Tuesday 8 May 2007

Crawled properties for HTML documents

We are currently running an intresting project including the index engine in cooperation with Tamino XML server. One action in the project is to index HTML documents from the Tamino XML server and use the MOSS Query Web Service to present search results.

The HTML contains the classic meta tag ">meta name="Keywords" content=""<" which still provides information to some crawlers. Here we encounter a problem. After the content source had been setup and the HTML documents had been crawled the "Keywords" properties didn´t show up in the crawled properties view, but other "meta" tags was, i.e ">meta name="Region" content="Sweden"<". For some reason the "Keywords" meta tag is skipped.

The solution to this case was to add another meta tag, "KeywordsCust" and add the same information as in "Keywords" from the source. After a full crawl the meta tag apperad in crawled properties, then just map it to "Keywords" in managed properties and you are ready to go.
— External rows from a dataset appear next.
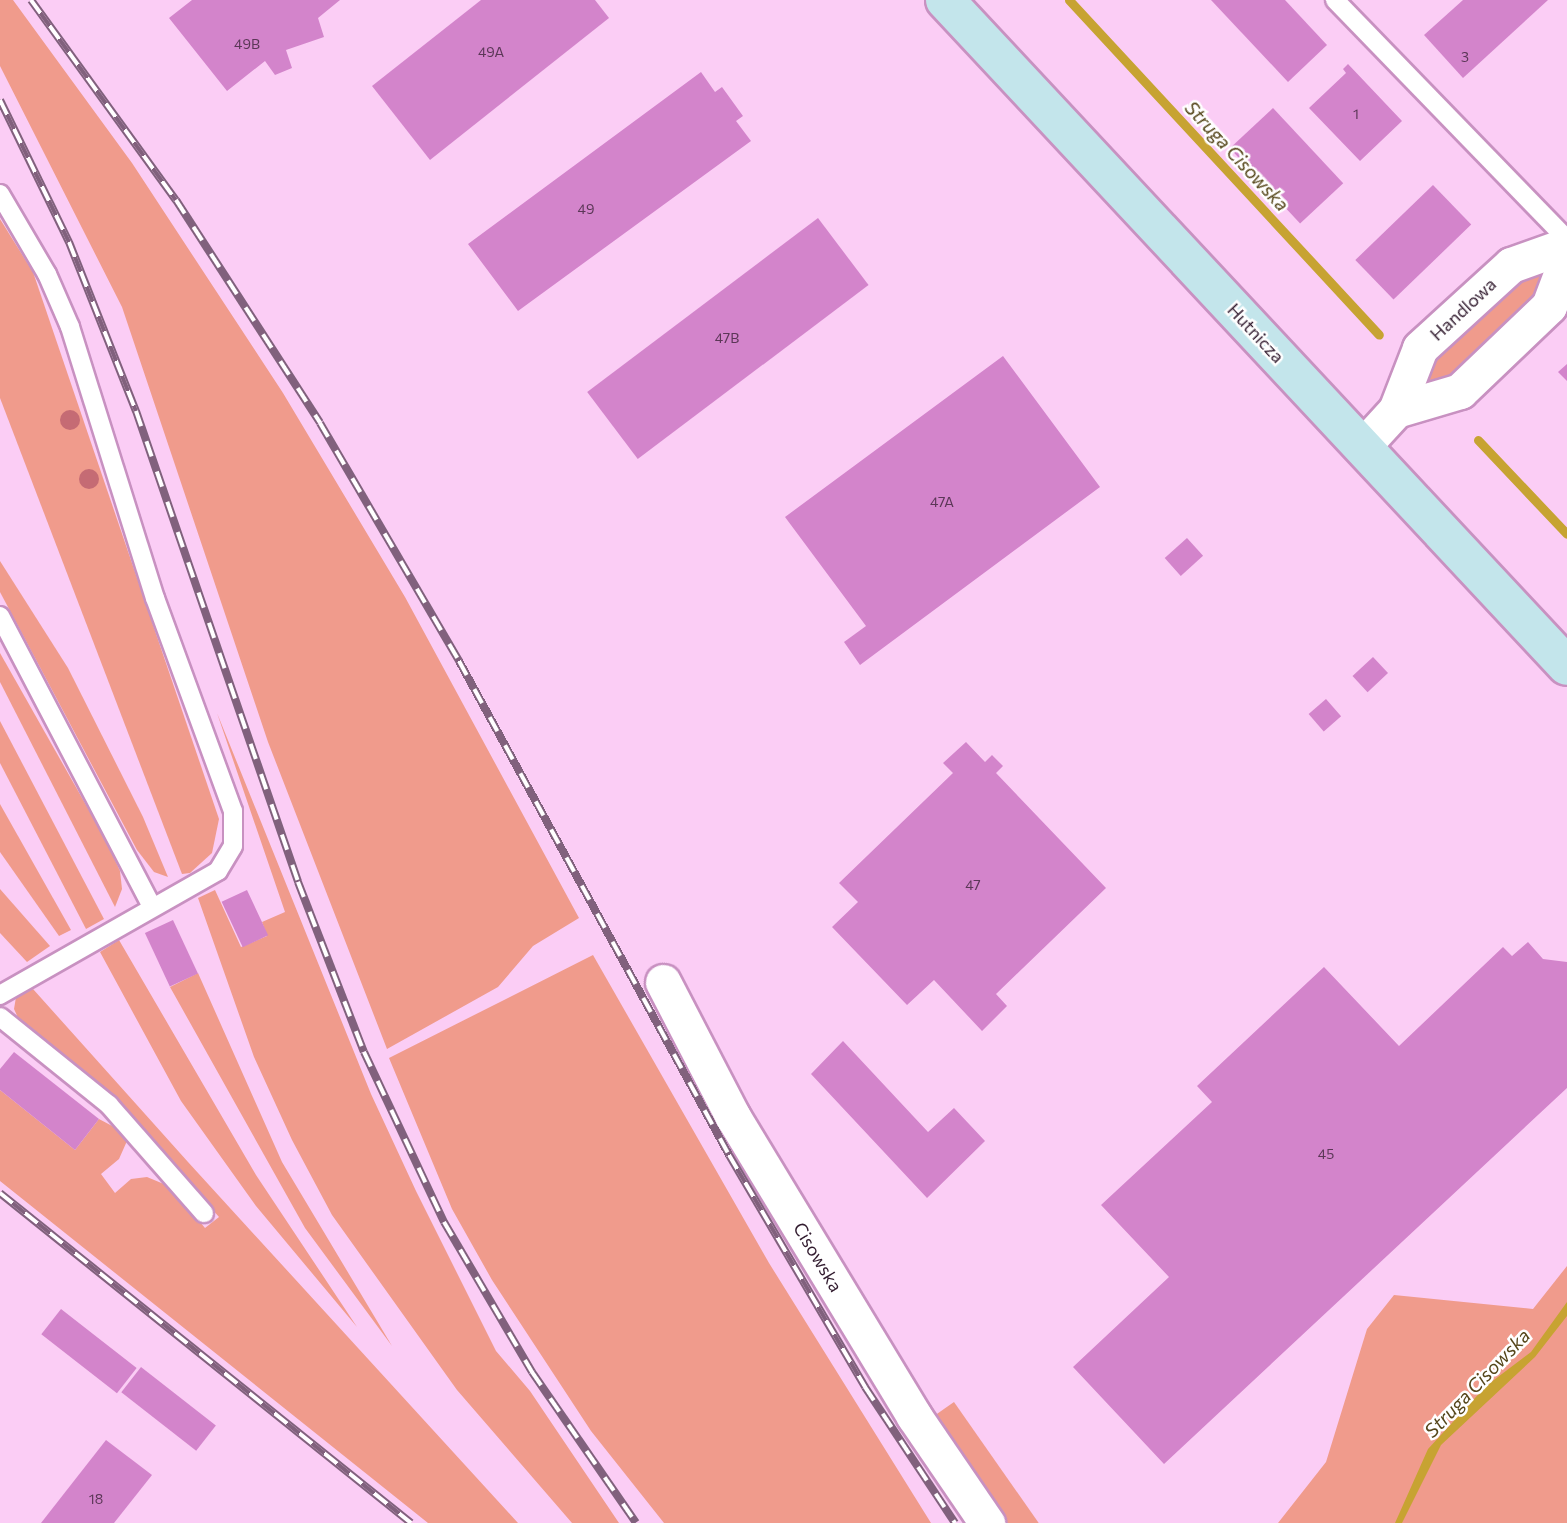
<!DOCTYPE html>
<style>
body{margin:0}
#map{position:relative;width:1567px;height:1523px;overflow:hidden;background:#fbcdf5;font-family:Commissioner,sans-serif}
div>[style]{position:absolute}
.green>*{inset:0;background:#f09b8c;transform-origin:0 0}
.water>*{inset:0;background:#c7a332}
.stream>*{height:9px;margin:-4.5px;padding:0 4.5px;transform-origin:4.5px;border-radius:4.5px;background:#c7a332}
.building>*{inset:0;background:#d384cb;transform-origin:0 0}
.roads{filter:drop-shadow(2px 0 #c891c1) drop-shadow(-2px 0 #c891c1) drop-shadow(0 2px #c891c1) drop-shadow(0 -2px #c891c1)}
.lane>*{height:18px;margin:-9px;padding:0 9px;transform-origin:9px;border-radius:9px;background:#fff}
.street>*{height:35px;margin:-17.5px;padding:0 17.5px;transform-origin:17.5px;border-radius:17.5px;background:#fff}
.secondary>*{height:38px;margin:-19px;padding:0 19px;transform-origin:19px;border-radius:19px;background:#c3e5eb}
.rail>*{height:8px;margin-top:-4px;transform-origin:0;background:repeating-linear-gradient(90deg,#fff 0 16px,#81617d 0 32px);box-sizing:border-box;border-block:2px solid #81617d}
.trees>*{width:20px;height:20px;margin:-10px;border-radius:50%;background:#c56b74}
span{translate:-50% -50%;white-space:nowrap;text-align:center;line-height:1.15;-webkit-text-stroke:5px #fff;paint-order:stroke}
.number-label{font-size:14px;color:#5b3757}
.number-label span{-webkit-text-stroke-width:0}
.street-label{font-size:18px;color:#331d30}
.water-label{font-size:19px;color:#55461a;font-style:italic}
</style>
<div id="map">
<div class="green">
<i style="clip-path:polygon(0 0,13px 0,132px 163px,283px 393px,405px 597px,579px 918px,533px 946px,498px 987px,387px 1049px,268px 742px,122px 307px,0 66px)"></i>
<i style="clip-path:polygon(0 219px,33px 272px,219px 819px,212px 853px,190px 873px,182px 874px,0 398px)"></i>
<i style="clip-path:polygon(1542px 262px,1547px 284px,1430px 393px,1412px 379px)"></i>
<i style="clip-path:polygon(0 561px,68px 668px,143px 817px,168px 877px,154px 872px,137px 850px,0 592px)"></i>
<i style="clip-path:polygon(0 653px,107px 842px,120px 871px,122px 889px,115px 907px,0 682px)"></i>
<i style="clip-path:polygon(217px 713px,371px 1094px,416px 1191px,496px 1351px,530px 1391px,619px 1523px,572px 1523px,457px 1390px,332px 1215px,292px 1140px,254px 1057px,198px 898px,215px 890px,241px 947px,267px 936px,262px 922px,285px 912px)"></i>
<i style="clip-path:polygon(0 721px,104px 919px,86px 929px,0 763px)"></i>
<i style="clip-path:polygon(0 804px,71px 930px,59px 936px,0 852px)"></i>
<i style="clip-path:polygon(0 889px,50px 946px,27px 962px,0 933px)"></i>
<i style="clip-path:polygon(119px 940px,256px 1175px,357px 1327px,256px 1206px,181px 1101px,100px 952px)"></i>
<i style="clip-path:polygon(593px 955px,769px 1263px,931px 1523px,664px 1523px,591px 1431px,492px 1280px,452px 1209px,389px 1058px)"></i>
<i style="clip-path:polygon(198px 973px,282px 1162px,392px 1346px,305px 1228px,170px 987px)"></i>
<i style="clip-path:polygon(33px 989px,188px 1162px,518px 1523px,428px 1523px,0 1181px,0 1090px,75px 1150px,99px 1119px,116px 1128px,127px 1141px,119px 1159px,101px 1174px,115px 1193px,131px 1179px,147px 1177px,171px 1187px,205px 1228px,219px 1217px,112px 1096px,20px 1022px,14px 1009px,16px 997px)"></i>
<i style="clip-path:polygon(1567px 1266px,1567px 1523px,1278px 1523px,1326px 1462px,1367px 1329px,1394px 1295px,1533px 1309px)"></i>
<i style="left:954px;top:1402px;width:148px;height:28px;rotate:55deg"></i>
</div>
<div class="water">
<i style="clip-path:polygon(1567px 1302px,1567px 1316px,1535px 1357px,1441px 1445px,1402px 1523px,1395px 1523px,1428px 1449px,1486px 1386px,1531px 1352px)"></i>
</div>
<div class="stream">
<i style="left:1069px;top:0;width:456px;rotate:47.2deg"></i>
<i style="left:1478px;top:440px;width:129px;rotate:46.6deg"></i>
</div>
<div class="building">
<i style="clip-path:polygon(192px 0,340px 0,318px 18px,324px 37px,286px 50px,292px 68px,275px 75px,265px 61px,227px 91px,169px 18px)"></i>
<i style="clip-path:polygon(481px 0,595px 0,609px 18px,430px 160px,372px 86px)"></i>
<i style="clip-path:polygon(1211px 0,1285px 0,1327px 45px,1288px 82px)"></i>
<i style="clip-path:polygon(1463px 0,1548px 0,1463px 78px,1424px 35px)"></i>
<i style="clip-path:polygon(1348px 64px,1402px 121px,1360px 161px,1309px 108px,1346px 73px,1343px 69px)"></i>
<i style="clip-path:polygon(701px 72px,715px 92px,722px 87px,743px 116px,736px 121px,751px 141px,518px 311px,468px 244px)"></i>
<i style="left:1273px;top:108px;width:103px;height:59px;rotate:47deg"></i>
<i style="left:1433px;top:185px;width:55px;height:108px;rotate:46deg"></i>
<i style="left:818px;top:218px;width:84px;height:289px;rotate:53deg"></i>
<i style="clip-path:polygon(1003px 356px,1100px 487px,860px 665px,844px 642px,866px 626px,785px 517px)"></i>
<i style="clip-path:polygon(1567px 364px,1567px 381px,1558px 372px)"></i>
<i style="left:1187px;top:538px;width:24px;height:30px;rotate:48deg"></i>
<i style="left:1373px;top:657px;width:22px;height:28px;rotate:47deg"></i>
<i style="left:1326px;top:699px;width:23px;height:23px;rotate:49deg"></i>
<i style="clip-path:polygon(966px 742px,985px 762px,992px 755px,1003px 766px,996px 773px,1106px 888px,996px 994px,1007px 1006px,982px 1031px,934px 980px,907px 1005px,832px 927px,858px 902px,839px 883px,953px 773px,943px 763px)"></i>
<i style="left:247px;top:890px;width:50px;height:28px;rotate:65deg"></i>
<i style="left:173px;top:920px;width:59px;height:31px;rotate:65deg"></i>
<i style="clip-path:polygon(1528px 942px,1543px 959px,1567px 962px,1567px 1088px,1164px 1464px,1073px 1367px,1169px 1277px,1101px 1205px,1212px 1102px,1197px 1086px,1324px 967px,1399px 1046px,1503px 947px,1512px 956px)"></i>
<i style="clip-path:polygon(843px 1041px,928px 1132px,954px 1108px,985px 1141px,927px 1198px,811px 1074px)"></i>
<i style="clip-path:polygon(14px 1052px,99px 1119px,75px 1150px,0 1090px,0 1069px)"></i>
<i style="left:61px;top:1309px;width:96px;height:32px;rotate:38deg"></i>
<i style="left:141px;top:1367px;width:95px;height:32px;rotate:38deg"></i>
<i style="clip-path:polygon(106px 1440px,152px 1475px,114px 1523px,41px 1523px)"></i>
</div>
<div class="roads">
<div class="lane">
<i style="left:1335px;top:0;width:333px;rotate:45.9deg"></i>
<i style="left:0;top:194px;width:93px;rotate:59.6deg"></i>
<i style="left:47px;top:274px;width:58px;rotate:66.5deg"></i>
<i style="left:70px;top:327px;width:284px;rotate:72.6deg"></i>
<i style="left:155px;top:598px;width:227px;rotate:69.9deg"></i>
<i style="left:233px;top:811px;width:35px;rotate:90deg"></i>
<i style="left:233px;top:846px;width:29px;rotate:121deg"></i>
<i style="left:218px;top:871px;width:251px;rotate:150.4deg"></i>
<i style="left:0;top:616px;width:328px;rotate:62.4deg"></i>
<i style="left:0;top:1017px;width:140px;rotate:38.9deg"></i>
<i style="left:109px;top:1105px;width:144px;rotate:48.7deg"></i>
</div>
<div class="street">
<i style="left:1396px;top:410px;width:67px;rotate:-16.5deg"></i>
<i style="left:1460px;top:391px;width:123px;rotate:-43.7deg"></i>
<i style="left:1549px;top:306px;width:51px;rotate:-69.4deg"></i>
<i style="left:1362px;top:447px;width:50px;rotate:-47.4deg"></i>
<i style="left:1396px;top:410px;width:66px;rotate:-68.8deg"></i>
<i style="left:1420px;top:348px;width:123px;rotate:-42.4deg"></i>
<i style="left:1511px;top:265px;width:59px;rotate:-19.7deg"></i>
<i style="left:663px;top:982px;width:152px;rotate:62.6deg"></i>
<i style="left:733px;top:1117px;width:350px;rotate:58.8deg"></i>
<i style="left:914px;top:1416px;width:130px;rotate:55.7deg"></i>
</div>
<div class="secondary">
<i style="left:945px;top:0;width:911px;rotate:46.96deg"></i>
</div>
</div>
<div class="rail">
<i style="left:31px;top:0;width:247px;rotate:54.1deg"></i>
<i style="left:176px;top:200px;width:265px;rotate:57.1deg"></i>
<i style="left:320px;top:423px;width:276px;rotate:59.7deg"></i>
<i style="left:459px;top:661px;width:563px;rotate:61.34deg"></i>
<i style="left:729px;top:1155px;width:269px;rotate:59.6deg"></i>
<i style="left:865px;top:1387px;width:163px;rotate:56.5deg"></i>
<i style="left:0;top:100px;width:158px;rotate:64.1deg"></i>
<i style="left:69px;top:242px;width:182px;rotate:68.4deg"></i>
<i style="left:136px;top:411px;width:498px;rotate:71deg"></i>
<i style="left:298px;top:882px;width:182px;rotate:68.8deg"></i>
<i style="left:364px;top:1052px;width:188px;rotate:64.8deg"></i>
<i style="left:444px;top:1222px;width:174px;rotate:59.6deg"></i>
<i style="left:532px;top:1372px;width:183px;rotate:55.4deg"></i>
<i style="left:0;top:1193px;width:527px;rotate:38.76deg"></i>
</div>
<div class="trees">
<i style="left:70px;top:420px"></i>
<i style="left:89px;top:479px"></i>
</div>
<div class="number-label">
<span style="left:247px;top:44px">49B</span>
<span style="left:491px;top:52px">49A</span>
<span style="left:1465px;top:57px">3</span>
<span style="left:1356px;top:114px">1</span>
<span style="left:586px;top:209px">49</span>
<span style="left:727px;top:338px">47B</span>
<span style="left:942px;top:502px">47A</span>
<span style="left:973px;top:885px">47</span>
<span style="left:1326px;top:1154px">45</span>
<span style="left:96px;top:1499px">18</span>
</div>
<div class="street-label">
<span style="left:1463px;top:309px;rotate:-43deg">Handlowa</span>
<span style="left:1256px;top:333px;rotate:47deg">Hutnicza</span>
<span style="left:818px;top:1257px;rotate:59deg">Cisowska</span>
</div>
<div class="water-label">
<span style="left:1237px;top:156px;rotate:47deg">Struga Cisowska</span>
<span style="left:1477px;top:1383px;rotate:-46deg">Struga Cisowska</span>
</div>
</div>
Two test tools for the Query Web Service in MOSS / SPPS
http://www.gotdotnet.com/Community/UserSamples/Details.aspx?SampleGuid=89b3cda7-aad9-4919-8faf-34ef9b28c57b
http://www.mosssearch.com/searchwebservice.html

1 comment:

Anonymous said...

thanks for the post. I referenced you at http://forums.technet.microsoft.com/en-US/sharepointsearch/thread/ea8c9ee1-85b9-4f92-b382-76818138800e/